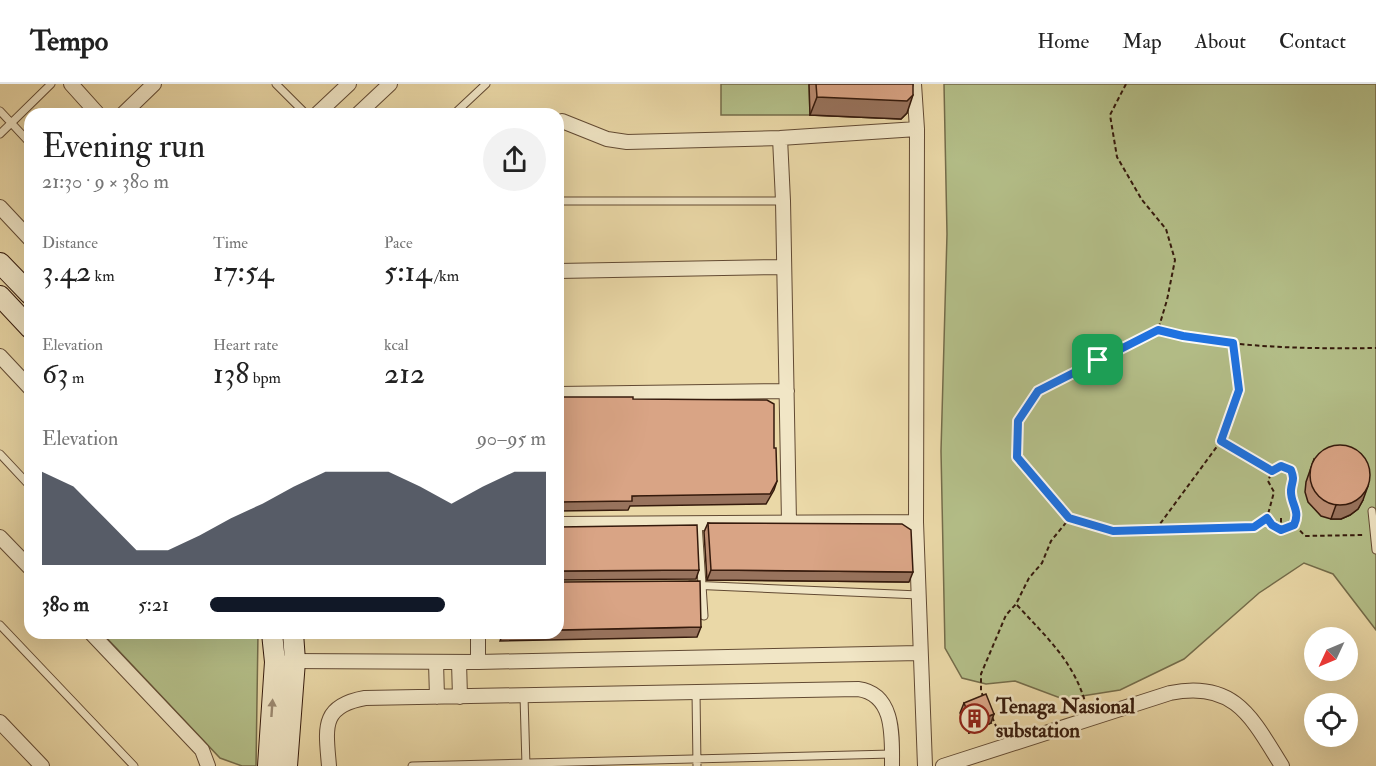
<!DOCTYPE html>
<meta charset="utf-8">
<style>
body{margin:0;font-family:"IM FELL Double Pica",serif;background:#f2f2f2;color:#222;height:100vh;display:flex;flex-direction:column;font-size:22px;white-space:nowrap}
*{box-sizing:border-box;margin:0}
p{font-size:20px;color:#767676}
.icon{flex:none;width:33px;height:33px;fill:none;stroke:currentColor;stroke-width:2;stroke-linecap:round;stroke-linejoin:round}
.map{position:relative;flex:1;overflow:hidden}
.details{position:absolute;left:24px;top:24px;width:540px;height:531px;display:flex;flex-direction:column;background:#fff;border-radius:18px;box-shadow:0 6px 24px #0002}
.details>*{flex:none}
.needle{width:39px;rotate:226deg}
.controls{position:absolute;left:1304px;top:543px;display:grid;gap:12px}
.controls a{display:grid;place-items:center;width:54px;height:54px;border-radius:50%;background:#fff;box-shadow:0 6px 24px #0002;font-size:30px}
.pin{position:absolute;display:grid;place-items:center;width:51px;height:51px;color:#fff;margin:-26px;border-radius:12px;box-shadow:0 3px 9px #0006}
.round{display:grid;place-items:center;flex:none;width:63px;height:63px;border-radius:32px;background:#f2f2f2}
.headline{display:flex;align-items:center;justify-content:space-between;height:102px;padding:0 18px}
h1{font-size:33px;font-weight:600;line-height:45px}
.stats{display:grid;grid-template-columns:repeat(3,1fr);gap:9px;height:102px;padding:6px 18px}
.stats div{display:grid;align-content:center}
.stats b{font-size:30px;font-weight:600}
.stats small{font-size:16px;font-weight:400}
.stats p{font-size:16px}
.chart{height:168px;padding:12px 18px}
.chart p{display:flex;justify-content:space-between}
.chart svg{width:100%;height:108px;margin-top:6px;fill:#111827;opacity:.7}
ul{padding:0 18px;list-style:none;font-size:20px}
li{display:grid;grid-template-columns:96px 72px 1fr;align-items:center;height:45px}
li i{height:15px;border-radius:8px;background:#111827}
header{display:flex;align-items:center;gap:36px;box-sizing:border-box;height:84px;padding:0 30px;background:#fff;border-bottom:2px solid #e0e0e0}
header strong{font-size:28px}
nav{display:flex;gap:33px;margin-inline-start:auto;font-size:21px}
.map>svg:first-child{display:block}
</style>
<header>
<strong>Tempo</strong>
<nav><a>Home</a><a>Map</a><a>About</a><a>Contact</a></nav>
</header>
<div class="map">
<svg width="1376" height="682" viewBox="0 0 1376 682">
<rect width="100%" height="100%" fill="#ead8a7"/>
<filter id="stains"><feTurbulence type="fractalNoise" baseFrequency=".00333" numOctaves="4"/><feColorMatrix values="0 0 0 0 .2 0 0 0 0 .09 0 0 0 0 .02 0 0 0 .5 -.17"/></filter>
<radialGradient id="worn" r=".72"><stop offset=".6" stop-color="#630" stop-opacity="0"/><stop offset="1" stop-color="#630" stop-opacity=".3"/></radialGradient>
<!-- green -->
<path fill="#b4bf89" stroke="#746c4a" stroke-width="1.5" d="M721,0h88l1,31h-89z
M944,0h432v546l-43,-56 -29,-11 -45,30 -75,66 -64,31 -57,9 -48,-18 -29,3 -24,-6 -17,-30 -4,-197 6,-217z
M102,549h156l-2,133h-14l-22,-8z"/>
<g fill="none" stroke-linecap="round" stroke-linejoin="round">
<defs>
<path id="lane" d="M276,0l30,30
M0,27l30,32
M454,30l32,-30
M0,50l51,-50
M558,117h225
M0,370l30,32
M1372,427l4,39
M698,439l6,93
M690,501l229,10
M0,541l134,141
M696,608l1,74
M524,612l2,70
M412,682l480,-12"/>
<path id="street" d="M71,0l27,30
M914,0l3,45 -1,393 9,244
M123,30l31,-30
M317,30l32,-30
M358,30l32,-30
M562,37l45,18 20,3 153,-4 137,-9
M780,54l3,63 6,321
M0,123l30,32
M558,187l225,-4
M0,272l30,32
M558,310l229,-3
M558,440l358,-2
M0,453l30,31
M91,549l111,117 6,16
M289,577l189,1 441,-9
M436,578l1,35
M459,578l1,35
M478,578v-29
M0,638l42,44
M329,682c-3,-37 -9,-60 36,-68l493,-9c37,5 34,48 34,77
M943,682l227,-73c65,-13 82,25 112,73"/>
<path id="secondary" d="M0,179l30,31
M0,212l30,32
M268,682l7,-104 -3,-29
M287,682l8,-105 -2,-28"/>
</defs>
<!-- lane casing -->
<use href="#lane" stroke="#624a33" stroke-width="9"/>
<!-- street casing -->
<use href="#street" stroke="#624a33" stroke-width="16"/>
<!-- secondary casing -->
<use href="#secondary" stroke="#351a0c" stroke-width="22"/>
<!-- path -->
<path stroke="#351a0c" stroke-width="2" stroke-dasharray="4.5 3" stroke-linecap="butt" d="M1126,0l-16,31 7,42 25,43 24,29 9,31 -8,40 -9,30c66,18 149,19 218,18
M1158,246l-120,61 -20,30 -1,36 52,61 44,13 44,-3 64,-87 18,-51 -6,-47
M1221,357l51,30
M1282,382l9,4c4,11 1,10 0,20 -1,14 10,20 4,35l-14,5 -9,-5 -5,-7 7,-26 -6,-11 4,-10z
M1295,441l10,11 60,-1
M1157,444l97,-1 13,-9
M1281,446v-13
M1017,521c29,32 57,56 69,100
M984,613l-3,-5v-18l25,-59 10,-11 13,-26 13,-15 9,-22 18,-22
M992,633l7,16"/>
<!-- lane -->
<use href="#lane" stroke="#f1e6c6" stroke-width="7"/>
<!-- street -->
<use href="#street" stroke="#f1e6c6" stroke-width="14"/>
<!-- secondary -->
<use href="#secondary" stroke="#f1e6c6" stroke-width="20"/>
</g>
<!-- wall -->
<path fill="#bb8d72" stroke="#351a0c" stroke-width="1.5" d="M809,0h104l-6,29 -6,6 -91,-4z
M1314,375l49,41 -5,9 -8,6 -9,4h-10l-10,-3 -13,-14 -3,-10 1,-10z
M708,439l201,59 -202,-2 -3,-48z
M964,619l27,20 -22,10 -9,-20z"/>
<!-- shaded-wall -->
<path fill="#98735d" stroke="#351a0c" stroke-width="1.5" d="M913,11l-6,18 -6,6 -91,-4 7,-18z
M777,397l-3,9 -8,14 -136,2 -2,4 -70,1v-9l74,-6z
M1368,402l-5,14 -5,9 -8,6 -9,4h-10l5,-14z
M699,486l-3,9 -138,1v-7l3,-2z
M711,486l202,2 -4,10 -202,-2z
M701,543l-4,10 -197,4 3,-8h55v-3z
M994,630l-3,9 -22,10 3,-10z"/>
<!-- building -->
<path fill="#d9a485" stroke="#351a0c" stroke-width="1.5" d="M816,0h97v11l-6,6 -90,-4z
M558,313h75v2l134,1 7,4v44h2l1,33 -7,13 -138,2v5l-74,1z
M1310 391a30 30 0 1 1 60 0a30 30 0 1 1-60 0Z
M708,439l194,1 9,6 2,42 -202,-2z
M697,441l2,45 -138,1 -3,2v-46z
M558,495l4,3 138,-1 1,46 -143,3z
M986,610l8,20 -22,9 -8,-20z"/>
<!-- one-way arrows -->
<defs><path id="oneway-solid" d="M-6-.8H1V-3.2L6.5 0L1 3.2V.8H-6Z" transform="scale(1.5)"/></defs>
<use fill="#9c8a72" href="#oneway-solid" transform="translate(272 624) rotate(-86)"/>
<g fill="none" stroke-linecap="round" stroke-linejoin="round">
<defs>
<path id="route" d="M1158,246l25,6 50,7 6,47 -18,51 51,30 9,-5 10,4c4,11 1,10 0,20 -1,14 10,20 3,35l-13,5 -9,-5 -5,-7 -13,9 -141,4 -44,-13 -52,-61 1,-36 20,-30z"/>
</defs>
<!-- route casing -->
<use href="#route" stroke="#fff" stroke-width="12"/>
<!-- route -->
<use href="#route" stroke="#1a73e8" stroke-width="8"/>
</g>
<!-- icons -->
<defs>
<symbol id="building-ring" viewBox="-11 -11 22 22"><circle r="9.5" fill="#f1e6c6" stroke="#8f2418" stroke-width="1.5"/><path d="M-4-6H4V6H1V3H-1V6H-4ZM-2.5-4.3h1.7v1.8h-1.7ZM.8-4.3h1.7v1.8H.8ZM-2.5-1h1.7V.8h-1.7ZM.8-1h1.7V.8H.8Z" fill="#8f2418"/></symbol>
</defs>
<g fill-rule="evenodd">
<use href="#building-ring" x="958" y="618" width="33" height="33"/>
</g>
<g text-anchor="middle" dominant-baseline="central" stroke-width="5" stroke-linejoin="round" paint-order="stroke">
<!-- poi labels -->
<g font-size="21" font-weight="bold" fill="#351a0c" stroke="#f1e6c6" text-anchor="start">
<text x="996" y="622">Tenaga Nasional<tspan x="996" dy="24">substation</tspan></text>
</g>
</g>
<rect width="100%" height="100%" filter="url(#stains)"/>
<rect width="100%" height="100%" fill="url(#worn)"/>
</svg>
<div class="controls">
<a><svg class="needle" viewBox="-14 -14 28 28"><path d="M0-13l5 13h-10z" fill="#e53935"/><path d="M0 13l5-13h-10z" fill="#767676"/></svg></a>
<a><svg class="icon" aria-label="locate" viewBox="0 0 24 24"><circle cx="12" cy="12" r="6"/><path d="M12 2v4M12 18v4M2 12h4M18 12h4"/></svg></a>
</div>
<div class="pin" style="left:1098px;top:276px;background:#1e9e55"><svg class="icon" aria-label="arrive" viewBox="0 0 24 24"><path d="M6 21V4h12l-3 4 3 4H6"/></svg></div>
<section class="details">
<div class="headline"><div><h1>Evening run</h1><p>21:30 · 9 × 380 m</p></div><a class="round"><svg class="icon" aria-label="share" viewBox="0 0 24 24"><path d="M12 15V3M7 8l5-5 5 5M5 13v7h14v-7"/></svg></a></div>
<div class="stats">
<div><p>Distance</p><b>3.42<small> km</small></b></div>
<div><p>Time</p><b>17:54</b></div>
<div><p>Pace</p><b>5:14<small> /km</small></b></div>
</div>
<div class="stats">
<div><p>Elevation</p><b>63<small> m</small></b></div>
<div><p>Heart rate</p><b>138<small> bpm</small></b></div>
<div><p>kcal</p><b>212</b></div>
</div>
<div class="chart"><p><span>Elevation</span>90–95 m</p>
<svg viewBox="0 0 160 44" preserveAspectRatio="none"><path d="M0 44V6L10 12L20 25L30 38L40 38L50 32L60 25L70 19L80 12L90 6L100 6L110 6L120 12L130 19L140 12L150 6L160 6V44z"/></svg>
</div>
<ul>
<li><b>380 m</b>5:21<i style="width:70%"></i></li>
</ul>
</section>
</div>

————————

> _ACTIVITY_:
Scan the entries above. Copy each line that has the string "worn".

> _RESPONSE BELOW_:
<radialGradient id="worn" r=".72"><stop offset=".6" stop-color="#630" stop-opacity="0"/><stop offset="1" stop-color="#630" stop-opacity=".3"/></radialGradient>
<rect width="100%" height="100%" fill="url(#worn)"/>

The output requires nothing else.